Numerous studies have demonstrated a cancer subtype-associated efficacy and cytotoxicity of nedaplatin-based therapy. A preclinical study demonstrated higher intracellular concentration of nedaplatin in squamous carcinoma cells (SCCs) than in adenocarcinoma cells[20]. In phase II trials of mono-chemotherapy, SCCs of the lung were more sensitive than adenocarcinoma cells[5,6]. In a phase II study of nedaplatin/docetaxel regimen in patients with advanced squamous carcinoma of the lung, the ORR, mPFS and mOS were 62%, 7.4 months and 16.1 months, respectively[21]. In a meta-analysis of four trials comparing nedaplatin and irinotecan, better response and survival rate were observed in patients with squamous carcinoma than in those with non-squamous carcinoma of the lung (ORR: 51.9% vs. 35.1%; median survival time: 14.5 months vs. 9.1 months; 1-year survival rate: 63.0% vs. 39.4%; and 2-year survival rate: 29.6% and 19.1%)[22]. In the present study, there were 3 patients with squamous carcinoma in each of the two treatment arms. Of these patients, two (66.7%) achieved PR in the NG arm; one (33.3%) achieved PR in the CG arm. The PR rate for the NG regimen was similar to that of nedaplatin and docetaxel or nedaplatin and irinotecan[21,22]. Although our findings seem to suggest that the NG regimen has response and survival benefits than CG in patients with squamous carcinoma of the lung, only 3 patients for each treatment regimen were assessed and the superiority of the NG regimen in managing squamous carcinoma has to be further established in more clinical trials of large sample size.

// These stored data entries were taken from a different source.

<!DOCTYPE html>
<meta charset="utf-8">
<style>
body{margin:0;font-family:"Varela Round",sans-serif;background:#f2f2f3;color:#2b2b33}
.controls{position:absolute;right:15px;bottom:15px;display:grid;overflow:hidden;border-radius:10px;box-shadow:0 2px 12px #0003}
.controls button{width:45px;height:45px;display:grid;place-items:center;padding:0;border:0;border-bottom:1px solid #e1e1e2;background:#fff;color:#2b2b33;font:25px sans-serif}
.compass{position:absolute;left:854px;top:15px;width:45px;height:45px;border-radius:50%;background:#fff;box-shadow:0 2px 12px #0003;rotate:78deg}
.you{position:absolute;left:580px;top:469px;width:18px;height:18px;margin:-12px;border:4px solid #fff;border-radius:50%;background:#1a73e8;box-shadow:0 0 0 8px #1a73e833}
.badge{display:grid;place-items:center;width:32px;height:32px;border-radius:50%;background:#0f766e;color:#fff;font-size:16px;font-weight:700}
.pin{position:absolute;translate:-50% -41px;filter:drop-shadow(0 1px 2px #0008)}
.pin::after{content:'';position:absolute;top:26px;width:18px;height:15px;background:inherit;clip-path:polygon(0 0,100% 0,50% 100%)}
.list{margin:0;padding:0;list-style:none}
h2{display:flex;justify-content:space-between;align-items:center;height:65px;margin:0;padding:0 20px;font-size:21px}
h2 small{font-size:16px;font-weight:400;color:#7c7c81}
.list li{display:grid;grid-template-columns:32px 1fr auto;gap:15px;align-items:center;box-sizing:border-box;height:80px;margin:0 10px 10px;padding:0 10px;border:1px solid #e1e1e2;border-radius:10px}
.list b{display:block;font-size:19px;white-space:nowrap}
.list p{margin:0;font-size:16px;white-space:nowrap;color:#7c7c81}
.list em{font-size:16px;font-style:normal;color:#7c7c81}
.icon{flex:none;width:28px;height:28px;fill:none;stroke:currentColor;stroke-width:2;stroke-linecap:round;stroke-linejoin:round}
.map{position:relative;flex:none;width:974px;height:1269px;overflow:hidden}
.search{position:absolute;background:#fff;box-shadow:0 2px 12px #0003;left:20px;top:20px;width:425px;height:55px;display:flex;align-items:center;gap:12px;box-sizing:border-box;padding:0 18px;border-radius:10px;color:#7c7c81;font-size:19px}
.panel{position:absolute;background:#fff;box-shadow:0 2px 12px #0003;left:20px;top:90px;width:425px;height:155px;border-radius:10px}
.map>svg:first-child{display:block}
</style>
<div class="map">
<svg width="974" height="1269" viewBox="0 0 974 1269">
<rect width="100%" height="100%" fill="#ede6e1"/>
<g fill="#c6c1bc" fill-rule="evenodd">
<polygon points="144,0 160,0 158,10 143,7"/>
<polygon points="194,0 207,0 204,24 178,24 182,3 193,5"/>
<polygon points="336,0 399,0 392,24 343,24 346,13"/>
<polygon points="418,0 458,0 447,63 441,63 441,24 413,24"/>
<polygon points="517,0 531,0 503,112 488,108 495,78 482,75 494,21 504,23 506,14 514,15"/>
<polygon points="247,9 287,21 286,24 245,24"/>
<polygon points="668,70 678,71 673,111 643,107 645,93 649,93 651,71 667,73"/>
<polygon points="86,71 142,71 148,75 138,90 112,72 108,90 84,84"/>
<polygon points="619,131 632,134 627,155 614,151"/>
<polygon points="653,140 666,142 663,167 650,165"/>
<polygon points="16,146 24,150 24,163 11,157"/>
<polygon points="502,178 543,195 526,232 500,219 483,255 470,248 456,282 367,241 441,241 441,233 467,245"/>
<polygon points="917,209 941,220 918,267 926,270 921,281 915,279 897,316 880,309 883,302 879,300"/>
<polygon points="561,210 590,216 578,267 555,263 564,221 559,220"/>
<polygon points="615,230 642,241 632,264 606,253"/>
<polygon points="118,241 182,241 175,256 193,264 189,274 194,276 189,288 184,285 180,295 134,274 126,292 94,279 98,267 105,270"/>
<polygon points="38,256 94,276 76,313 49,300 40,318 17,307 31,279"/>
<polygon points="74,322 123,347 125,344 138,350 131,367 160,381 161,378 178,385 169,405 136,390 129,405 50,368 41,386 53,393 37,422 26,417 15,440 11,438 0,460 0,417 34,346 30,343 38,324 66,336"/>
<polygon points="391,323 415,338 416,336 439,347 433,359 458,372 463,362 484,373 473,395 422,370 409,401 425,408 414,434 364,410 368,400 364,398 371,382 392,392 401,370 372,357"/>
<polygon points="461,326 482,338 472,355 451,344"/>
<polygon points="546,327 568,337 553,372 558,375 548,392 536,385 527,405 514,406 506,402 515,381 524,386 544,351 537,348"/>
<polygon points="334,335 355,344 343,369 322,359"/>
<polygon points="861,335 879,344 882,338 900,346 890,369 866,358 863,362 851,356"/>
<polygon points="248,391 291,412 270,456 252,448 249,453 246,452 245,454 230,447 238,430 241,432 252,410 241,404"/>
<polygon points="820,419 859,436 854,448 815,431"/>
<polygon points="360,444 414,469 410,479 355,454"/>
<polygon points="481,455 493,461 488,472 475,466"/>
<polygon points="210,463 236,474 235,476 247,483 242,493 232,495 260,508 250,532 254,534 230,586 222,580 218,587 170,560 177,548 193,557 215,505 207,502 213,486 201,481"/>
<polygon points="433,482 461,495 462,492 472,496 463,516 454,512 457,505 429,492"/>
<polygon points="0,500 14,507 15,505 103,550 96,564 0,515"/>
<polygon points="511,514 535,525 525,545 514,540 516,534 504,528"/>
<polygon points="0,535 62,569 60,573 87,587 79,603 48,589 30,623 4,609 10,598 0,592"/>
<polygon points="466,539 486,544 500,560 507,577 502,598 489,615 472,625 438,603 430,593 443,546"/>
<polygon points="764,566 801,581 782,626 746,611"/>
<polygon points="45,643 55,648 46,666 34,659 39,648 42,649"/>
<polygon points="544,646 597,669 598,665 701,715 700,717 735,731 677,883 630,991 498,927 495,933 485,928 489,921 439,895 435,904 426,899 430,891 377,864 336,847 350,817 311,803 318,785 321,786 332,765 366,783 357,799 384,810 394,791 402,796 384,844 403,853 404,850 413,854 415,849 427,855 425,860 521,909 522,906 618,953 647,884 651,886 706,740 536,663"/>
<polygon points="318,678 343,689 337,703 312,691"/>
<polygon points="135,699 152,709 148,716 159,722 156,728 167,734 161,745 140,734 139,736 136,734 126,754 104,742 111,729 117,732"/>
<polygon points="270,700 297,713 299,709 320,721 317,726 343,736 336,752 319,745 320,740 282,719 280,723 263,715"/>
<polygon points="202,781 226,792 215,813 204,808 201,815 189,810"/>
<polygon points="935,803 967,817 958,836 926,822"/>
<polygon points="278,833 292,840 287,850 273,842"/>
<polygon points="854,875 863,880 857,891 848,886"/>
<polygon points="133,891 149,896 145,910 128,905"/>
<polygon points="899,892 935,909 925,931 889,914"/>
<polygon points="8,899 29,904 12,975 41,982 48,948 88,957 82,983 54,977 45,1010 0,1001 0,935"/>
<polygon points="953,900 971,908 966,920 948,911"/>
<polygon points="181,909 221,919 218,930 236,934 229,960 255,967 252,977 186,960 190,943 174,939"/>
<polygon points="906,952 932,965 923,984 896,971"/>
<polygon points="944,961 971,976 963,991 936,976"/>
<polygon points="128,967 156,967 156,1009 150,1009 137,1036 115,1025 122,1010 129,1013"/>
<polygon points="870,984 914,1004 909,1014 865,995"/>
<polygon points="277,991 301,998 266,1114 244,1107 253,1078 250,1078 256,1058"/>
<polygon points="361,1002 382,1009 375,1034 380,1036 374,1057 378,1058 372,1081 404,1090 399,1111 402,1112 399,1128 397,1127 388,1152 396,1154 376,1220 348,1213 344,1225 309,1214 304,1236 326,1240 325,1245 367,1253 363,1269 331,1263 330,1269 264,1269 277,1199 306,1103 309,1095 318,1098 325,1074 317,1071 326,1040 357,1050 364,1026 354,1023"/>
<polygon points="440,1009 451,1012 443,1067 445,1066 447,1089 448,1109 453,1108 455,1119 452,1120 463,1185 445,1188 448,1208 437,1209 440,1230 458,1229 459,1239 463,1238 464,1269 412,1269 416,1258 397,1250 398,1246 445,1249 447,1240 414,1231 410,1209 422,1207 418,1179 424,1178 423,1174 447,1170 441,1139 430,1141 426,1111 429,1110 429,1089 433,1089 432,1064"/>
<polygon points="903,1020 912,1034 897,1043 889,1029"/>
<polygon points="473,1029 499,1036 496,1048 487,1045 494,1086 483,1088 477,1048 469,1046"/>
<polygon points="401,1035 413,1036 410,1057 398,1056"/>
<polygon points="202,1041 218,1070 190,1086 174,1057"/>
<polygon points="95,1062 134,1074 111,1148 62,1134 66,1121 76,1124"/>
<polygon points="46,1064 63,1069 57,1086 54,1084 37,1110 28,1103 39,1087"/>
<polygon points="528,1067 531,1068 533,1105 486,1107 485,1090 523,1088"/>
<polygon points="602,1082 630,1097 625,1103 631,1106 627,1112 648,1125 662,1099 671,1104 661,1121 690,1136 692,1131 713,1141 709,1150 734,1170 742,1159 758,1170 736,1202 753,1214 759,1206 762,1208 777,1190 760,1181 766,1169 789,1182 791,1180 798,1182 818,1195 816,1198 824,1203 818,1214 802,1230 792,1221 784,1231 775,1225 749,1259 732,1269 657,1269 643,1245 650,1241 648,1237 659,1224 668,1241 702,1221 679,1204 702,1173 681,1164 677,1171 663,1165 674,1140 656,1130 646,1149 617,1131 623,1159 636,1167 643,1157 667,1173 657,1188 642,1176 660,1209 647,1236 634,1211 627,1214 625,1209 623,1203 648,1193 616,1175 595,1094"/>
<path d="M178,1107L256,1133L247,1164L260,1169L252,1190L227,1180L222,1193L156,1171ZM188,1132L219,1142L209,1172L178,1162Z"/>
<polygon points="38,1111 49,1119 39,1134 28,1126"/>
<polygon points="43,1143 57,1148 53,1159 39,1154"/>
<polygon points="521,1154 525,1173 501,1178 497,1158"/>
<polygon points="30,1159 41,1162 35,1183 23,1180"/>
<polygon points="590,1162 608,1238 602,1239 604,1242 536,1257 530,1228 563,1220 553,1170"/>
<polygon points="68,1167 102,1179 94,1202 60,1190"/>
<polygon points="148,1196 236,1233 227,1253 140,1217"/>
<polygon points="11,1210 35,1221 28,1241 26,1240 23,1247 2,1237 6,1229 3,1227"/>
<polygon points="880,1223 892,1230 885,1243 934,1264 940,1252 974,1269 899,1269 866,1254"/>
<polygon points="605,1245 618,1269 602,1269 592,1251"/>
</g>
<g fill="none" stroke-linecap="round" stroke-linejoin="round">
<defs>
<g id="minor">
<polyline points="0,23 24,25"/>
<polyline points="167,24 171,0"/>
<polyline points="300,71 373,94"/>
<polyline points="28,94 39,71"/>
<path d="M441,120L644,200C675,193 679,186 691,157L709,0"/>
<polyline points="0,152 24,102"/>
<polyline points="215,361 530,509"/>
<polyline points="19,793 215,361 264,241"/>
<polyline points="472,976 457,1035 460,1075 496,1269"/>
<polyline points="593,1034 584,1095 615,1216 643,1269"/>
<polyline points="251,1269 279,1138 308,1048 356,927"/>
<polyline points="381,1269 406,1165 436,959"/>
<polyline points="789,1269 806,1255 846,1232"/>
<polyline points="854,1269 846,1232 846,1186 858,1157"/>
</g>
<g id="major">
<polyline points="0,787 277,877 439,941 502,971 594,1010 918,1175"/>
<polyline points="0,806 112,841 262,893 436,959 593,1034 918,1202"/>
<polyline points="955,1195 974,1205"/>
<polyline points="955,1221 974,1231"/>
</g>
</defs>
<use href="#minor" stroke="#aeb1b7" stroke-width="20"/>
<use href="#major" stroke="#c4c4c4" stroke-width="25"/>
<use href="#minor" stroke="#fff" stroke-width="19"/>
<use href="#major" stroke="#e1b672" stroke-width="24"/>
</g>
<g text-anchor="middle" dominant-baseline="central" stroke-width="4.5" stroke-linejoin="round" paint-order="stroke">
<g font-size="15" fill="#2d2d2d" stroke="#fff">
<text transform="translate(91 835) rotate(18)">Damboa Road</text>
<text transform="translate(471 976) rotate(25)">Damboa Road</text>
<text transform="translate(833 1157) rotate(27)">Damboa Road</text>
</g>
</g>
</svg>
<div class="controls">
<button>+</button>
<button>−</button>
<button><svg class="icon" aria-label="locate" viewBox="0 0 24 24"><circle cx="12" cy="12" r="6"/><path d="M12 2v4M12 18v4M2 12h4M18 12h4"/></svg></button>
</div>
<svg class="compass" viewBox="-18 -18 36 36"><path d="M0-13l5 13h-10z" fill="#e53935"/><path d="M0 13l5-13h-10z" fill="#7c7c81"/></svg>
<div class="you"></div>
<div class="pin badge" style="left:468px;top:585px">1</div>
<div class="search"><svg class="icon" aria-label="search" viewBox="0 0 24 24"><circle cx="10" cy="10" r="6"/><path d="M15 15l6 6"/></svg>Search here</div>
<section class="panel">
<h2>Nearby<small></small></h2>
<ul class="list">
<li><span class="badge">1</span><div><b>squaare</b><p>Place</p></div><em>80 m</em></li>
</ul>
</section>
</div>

In summary, the results from the current study suggested the NG combination regimen may be superior to the CG regimen for naive advanced NSCLC and squamous carcinoma in particular. The slightly better response rate and less cytotoxicity are not statistically significant, but may be clinically relevant in our opinion, and worthy of further investigation in our opinion.